Les prénoms musulmans n’existent pas

Les prénoms musulmans n’existent pas

Je m’apelle Amy.
Je suis Soninké, mais je porte un prénom arabe africanisé.
Mes parents s’appellent Mariam Silri et Ansoumana Shondy.
Ils portent deux prénoms, l’un soninké, l’autre arabe africanisé. Cette habitude s’est imposée avec l’islamisation des Soninkés.
L’idée était peut-être de se rapprocher des grandes figures des débuts de l’islam parce qu’en Afrique de l’ouest, appeler un enfant comme une autre personne permet d’en faire son modèle et de lui rendre hommage.
D’où l’habitude d’avoir deux prénoms pour mes parents, leurs parents avant eux et ainsi de suite.Mais par son lien avec l’histoire musulmane, les prénoms arabes africanisés ont été considérés comme meilleurs. Les prénoms soninkés sont devenus plus rares. Les personnes de ma génération ont quasi tous des prénoms arabes africanisés : Fatou, Mariama, Mamadou, Boubakary, Aïssetou… « Là s’inscrit le début de ce que Wagué Cheikhna appelle la déprogrammation des prénoms soninkés à travers la stratégie de kitaabintoxonu (prénoms du livre). » [1001 prénoms, sous la direction de Thierno Mohamadou Tandia et Harouna Mangassy, Daaxan Sunka Yinbe, 2021.] Je suis d’ailleurs la seule de ma famille à ne pas tenir mon prénom d’un membre de ma famille. Ma mère m’a expliqué que j’avais un « prénom du livre », inspiré de l’histoire prophétique parce qu’elle avait des ambitions religieuses pour moi.

Or, ces mêmes « prénoms du livre » sont souvent critiqués, perçus comme incorrects dans les espaces arabo-musulmans. Mon prénom y a souvent été « corrigé », étant appelé « Amina » au lieu d’Amy. La génération suivante, en accord avec cette tentative de correction, donne des prénoms arabes à leurs enfants : Fatima, Miriam, Mohamed, Abubakr, Aïcha… Islamisation est confondue avec arabisation. Bien que l’islam soit né dans le bassin arabique, il est universel. L’islam donne des principes et un cadre dans lequel chaque culture peut s’exprimer. Il ne demande pas de mettre sa culture de côté pour adopter une autre et ne place pas une culture au-dessus d’une autre. Il n’y a pas une culture musulmane, comme il n’y a pas de prénoms musulmans. Cet encouragement à abandonner la culture soninké pour la culture arabe est une forme de colonisation.

Le prénom est central dans la construction de l’identité. La philosophe Judith Butler fait du prénom notre acte de naissance sociale dans Le Pouvoir des mots.

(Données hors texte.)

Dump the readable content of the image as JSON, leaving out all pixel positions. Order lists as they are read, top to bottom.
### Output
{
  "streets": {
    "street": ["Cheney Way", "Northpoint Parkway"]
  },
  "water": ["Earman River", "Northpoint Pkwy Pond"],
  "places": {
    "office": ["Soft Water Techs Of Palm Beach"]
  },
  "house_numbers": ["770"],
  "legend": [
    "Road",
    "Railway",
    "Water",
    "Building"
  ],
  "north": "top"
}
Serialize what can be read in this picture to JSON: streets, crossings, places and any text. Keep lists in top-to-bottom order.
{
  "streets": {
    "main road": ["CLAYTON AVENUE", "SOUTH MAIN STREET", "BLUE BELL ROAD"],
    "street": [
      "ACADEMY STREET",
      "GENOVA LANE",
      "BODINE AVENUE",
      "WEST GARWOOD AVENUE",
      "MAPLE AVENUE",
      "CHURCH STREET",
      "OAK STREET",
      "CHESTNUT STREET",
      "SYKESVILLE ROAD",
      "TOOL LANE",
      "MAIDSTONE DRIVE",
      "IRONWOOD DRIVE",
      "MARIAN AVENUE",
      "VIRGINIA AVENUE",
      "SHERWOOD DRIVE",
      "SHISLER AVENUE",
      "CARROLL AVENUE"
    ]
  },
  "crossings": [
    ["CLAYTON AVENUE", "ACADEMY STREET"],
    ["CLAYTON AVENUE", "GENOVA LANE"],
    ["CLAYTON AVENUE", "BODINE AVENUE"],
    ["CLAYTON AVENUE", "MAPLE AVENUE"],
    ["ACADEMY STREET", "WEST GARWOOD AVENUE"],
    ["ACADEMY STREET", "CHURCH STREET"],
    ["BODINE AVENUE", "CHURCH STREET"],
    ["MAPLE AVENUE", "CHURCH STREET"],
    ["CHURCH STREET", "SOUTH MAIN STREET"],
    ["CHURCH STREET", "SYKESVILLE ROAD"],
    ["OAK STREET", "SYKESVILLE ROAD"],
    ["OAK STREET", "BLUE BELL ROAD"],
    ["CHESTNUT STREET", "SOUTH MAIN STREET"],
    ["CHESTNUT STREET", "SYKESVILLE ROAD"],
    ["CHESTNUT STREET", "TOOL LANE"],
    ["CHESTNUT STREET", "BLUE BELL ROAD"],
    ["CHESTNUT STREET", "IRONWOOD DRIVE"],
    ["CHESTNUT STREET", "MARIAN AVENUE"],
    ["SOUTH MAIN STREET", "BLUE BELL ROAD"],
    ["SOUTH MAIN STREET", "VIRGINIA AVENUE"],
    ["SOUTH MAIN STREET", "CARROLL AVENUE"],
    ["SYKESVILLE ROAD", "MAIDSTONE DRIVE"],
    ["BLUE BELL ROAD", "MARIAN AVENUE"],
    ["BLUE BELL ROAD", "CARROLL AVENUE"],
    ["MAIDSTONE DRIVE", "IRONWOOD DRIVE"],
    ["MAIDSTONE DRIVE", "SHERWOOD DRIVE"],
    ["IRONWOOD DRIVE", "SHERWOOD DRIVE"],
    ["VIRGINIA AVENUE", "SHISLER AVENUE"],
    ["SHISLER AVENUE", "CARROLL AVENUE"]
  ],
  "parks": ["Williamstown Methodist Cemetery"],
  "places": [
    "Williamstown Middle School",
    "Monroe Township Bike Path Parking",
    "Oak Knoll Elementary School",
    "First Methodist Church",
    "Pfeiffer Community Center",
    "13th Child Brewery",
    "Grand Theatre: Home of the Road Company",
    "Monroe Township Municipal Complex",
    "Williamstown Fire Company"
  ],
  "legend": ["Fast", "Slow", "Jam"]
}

De même, dans l’histoire afro-américaine revêt une grande importance. La dépossession du prénom et de nom faisait partie du processus d’asservissement des corps africains déportés à partir du XVIème siècle aux Amériques. Le prénom porte une histoire, une culture, à la fois familiale et communautaire. Adopter le prénom d’une autre culture est un acte d’assimilation fort. D’où l’envie de Zemmour de nous baptiser Corinne et Paul. Cet acte devient une forme de violence quand il existe un rapport de domination entre notre culture et la culture à laquelle on s’assimile. Le militant Malcolm X l’a souvent expliqué avec son choix de prendre le nom de X. Little, son ancien nom, était celui du propriétaire de ses ancêtres. Il avait choisi un X, faute de pouvoir remonter  ses origines. Sur le continent, le lien n’est pas rompu, néanmoins un même effacement de l’héritage est en cours avec les prénoms. Les populations africaines chrétiennes portent systématiquement des prénoms européens. Les populations africaines musulmanes suivent leur exemple mais avec les prénoms arabes. Malgré le lien religieux, il y a une même relation de domination. C’est ce qui autorise des personnes arabes à corriger un prénom africain arabisé.  Il est temps que la communauté noire ouvre les yeux sur ce sujet, mais aussi sur d’autres comme son colorblind.